TASK: Exactly as given, repeat all of the entries.

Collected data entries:
━━━━━━━━━━
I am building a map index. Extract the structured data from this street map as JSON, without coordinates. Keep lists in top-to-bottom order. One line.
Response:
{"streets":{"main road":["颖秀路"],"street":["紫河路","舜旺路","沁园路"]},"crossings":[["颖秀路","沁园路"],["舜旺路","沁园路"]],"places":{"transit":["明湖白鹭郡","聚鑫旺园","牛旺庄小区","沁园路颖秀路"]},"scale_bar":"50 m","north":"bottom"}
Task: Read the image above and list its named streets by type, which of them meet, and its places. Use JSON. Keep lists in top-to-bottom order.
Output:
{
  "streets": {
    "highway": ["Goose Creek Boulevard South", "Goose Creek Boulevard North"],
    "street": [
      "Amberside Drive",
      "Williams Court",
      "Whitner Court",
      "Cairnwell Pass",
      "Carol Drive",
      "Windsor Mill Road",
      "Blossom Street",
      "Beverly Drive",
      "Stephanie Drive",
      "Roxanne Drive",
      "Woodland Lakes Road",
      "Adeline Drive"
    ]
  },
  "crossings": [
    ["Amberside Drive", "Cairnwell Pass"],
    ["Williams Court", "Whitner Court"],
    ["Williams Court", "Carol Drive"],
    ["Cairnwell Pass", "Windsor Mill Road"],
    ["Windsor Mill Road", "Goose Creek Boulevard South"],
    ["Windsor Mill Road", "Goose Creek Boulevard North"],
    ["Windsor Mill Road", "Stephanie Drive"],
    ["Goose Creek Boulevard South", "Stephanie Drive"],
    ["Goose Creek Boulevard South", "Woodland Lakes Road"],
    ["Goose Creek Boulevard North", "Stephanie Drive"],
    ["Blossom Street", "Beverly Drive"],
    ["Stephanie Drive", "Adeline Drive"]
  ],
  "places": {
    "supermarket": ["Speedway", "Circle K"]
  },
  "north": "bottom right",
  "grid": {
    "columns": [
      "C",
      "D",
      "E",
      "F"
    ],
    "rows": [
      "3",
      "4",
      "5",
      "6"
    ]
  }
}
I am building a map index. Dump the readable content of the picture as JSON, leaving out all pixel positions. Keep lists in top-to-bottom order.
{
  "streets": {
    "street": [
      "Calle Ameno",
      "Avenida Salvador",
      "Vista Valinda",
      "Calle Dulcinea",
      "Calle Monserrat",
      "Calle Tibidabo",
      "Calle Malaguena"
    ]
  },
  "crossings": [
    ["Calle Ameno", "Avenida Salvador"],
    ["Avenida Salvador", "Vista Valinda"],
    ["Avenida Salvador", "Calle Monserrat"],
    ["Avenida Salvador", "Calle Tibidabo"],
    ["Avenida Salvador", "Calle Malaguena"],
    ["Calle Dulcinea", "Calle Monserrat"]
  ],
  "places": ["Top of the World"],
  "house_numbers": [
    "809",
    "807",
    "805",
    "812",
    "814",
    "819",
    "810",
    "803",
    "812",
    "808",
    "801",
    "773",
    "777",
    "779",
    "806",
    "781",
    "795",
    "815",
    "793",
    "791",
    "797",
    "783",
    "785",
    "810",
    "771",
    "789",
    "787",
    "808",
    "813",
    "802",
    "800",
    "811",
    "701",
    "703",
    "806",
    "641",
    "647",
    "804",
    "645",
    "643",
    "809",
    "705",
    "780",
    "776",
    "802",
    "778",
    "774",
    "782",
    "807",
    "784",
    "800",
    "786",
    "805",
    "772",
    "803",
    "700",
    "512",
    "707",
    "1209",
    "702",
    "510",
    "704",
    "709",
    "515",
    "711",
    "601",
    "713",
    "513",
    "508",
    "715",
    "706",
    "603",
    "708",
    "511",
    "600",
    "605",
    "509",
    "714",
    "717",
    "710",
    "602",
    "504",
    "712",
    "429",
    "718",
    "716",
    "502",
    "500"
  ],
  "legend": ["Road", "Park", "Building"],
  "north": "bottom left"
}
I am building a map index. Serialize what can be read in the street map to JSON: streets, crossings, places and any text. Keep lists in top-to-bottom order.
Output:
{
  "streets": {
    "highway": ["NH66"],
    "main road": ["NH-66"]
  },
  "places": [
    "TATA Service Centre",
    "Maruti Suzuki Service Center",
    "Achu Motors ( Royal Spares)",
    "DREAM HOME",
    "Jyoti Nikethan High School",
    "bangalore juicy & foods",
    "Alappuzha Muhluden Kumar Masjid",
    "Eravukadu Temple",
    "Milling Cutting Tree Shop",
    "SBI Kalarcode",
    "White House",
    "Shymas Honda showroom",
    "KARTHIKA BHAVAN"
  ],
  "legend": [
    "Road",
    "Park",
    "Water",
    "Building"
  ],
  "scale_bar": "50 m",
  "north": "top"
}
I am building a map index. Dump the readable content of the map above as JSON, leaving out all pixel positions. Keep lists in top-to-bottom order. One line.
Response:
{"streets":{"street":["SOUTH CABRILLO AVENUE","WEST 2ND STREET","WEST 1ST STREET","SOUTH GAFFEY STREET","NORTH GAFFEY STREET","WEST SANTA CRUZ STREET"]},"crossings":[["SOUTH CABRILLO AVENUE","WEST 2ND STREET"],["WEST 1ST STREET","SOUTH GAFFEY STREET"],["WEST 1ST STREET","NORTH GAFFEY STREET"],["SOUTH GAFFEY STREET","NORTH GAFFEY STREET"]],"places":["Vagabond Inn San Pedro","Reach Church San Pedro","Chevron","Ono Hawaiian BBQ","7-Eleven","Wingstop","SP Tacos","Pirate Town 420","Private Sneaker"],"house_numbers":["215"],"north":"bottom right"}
━━━━━━━━━━
FINAL ANSWER:
I am building a map index. Extract the structured data from this street map as JSON, without coordinates. Keep lists in top-to-bottom order. One line.
Response:
{"streets":{"main road":["颖秀路"],"street":["紫河路","舜旺路","沁园路"]},"crossings":[["颖秀路","沁园路"],["舜旺路","沁园路"]],"places":{"transit":["明湖白鹭郡","聚鑫旺园","牛旺庄小区","沁园路颖秀路"]},"scale_bar":"50 m","north":"bottom"}
Task: Read the image above and list its named streets by type, which of them meet, and its places. Use JSON. Keep lists in top-to-bottom order.
Output:
{
  "streets": {
    "highway": ["Goose Creek Boulevard South", "Goose Creek Boulevard North"],
    "street": [
      "Amberside Drive",
      "Williams Court",
      "Whitner Court",
      "Cairnwell Pass",
      "Carol Drive",
      "Windsor Mill Road",
      "Blossom Street",
      "Beverly Drive",
      "Stephanie Drive",
      "Roxanne Drive",
      "Woodland Lakes Road",
      "Adeline Drive"
    ]
  },
  "crossings": [
    ["Amberside Drive", "Cairnwell Pass"],
    ["Williams Court", "Whitner Court"],
    ["Williams Court", "Carol Drive"],
    ["Cairnwell Pass", "Windsor Mill Road"],
    ["Windsor Mill Road", "Goose Creek Boulevard South"],
    ["Windsor Mill Road", "Goose Creek Boulevard North"],
    ["Windsor Mill Road", "Stephanie Drive"],
    ["Goose Creek Boulevard South", "Stephanie Drive"],
    ["Goose Creek Boulevard South", "Woodland Lakes Road"],
    ["Goose Creek Boulevard North", "Stephanie Drive"],
    ["Blossom Street", "Beverly Drive"],
    ["Stephanie Drive", "Adeline Drive"]
  ],
  "places": {
    "supermarket": ["Speedway", "Circle K"]
  },
  "north": "bottom right",
  "grid": {
    "columns": [
      "C",
      "D",
      "E",
      "F"
    ],
    "rows": [
      "3",
      "4",
      "5",
      "6"
    ]
  }
}
I am building a map index. Dump the readable content of the picture as JSON, leaving out all pixel positions. Keep lists in top-to-bottom order.
{
  "streets": {
    "street": [
      "Calle Ameno",
      "Avenida Salvador",
      "Vista Valinda",
      "Calle Dulcinea",
      "Calle Monserrat",
      "Calle Tibidabo",
      "Calle Malaguena"
    ]
  },
  "crossings": [
    ["Calle Ameno", "Avenida Salvador"],
    ["Avenida Salvador", "Vista Valinda"],
    ["Avenida Salvador", "Calle Monserrat"],
    ["Avenida Salvador", "Calle Tibidabo"],
    ["Avenida Salvador", "Calle Malaguena"],
    ["Calle Dulcinea", "Calle Monserrat"]
  ],
  "places": ["Top of the World"],
  "house_numbers": [
    "809",
    "807",
    "805",
    "812",
    "814",
    "819",
    "810",
    "803",
    "812",
    "808",
    "801",
    "773",
    "777",
    "779",
    "806",
    "781",
    "795",
    "815",
    "793",
    "791",
    "797",
    "783",
    "785",
    "810",
    "771",
    "789",
    "787",
    "808",
    "813",
    "802",
    "800",
    "811",
    "701",
    "703",
    "806",
    "641",
    "647",
    "804",
    "645",
    "643",
    "809",
    "705",
    "780",
    "776",
    "802",
    "778",
    "774",
    "782",
    "807",
    "784",
    "800",
    "786",
    "805",
    "772",
    "803",
    "700",
    "512",
    "707",
    "1209",
    "702",
    "510",
    "704",
    "709",
    "515",
    "711",
    "601",
    "713",
    "513",
    "508",
    "715",
    "706",
    "603",
    "708",
    "511",
    "600",
    "605",
    "509",
    "714",
    "717",
    "710",
    "602",
    "504",
    "712",
    "429",
    "718",
    "716",
    "502",
    "500"
  ],
  "legend": ["Road", "Park", "Building"],
  "north": "bottom left"
}
I am building a map index. Serialize what can be read in the street map to JSON: streets, crossings, places and any text. Keep lists in top-to-bottom order.
Output:
{
  "streets": {
    "highway": ["NH66"],
    "main road": ["NH-66"]
  },
  "places": [
    "TATA Service Centre",
    "Maruti Suzuki Service Center",
    "Achu Motors ( Royal Spares)",
    "DREAM HOME",
    "Jyoti Nikethan High School",
    "bangalore juicy & foods",
    "Alappuzha Muhluden Kumar Masjid",
    "Eravukadu Temple",
    "Milling Cutting Tree Shop",
    "SBI Kalarcode",
    "White House",
    "Shymas Honda showroom",
    "KARTHIKA BHAVAN"
  ],
  "legend": [
    "Road",
    "Park",
    "Water",
    "Building"
  ],
  "scale_bar": "50 m",
  "north": "top"
}
I am building a map index. Dump the readable content of the map above as JSON, leaving out all pixel positions. Keep lists in top-to-bottom order. One line.
Response:
{"streets":{"street":["SOUTH CABRILLO AVENUE","WEST 2ND STREET","WEST 1ST STREET","SOUTH GAFFEY STREET","NORTH GAFFEY STREET","WEST SANTA CRUZ STREET"]},"crossings":[["SOUTH CABRILLO AVENUE","WEST 2ND STREET"],["WEST 1ST STREET","SOUTH GAFFEY STREET"],["WEST 1ST STREET","NORTH GAFFEY STREET"],["SOUTH GAFFEY STREET","NORTH GAFFEY STREET"]],"places":["Vagabond Inn San Pedro","Reach Church San Pedro","Chevron","Ono Hawaiian BBQ","7-Eleven","Wingstop","SP Tacos","Pirate Town 420","Private Sneaker"],"house_numbers":["215"],"north":"bottom right"}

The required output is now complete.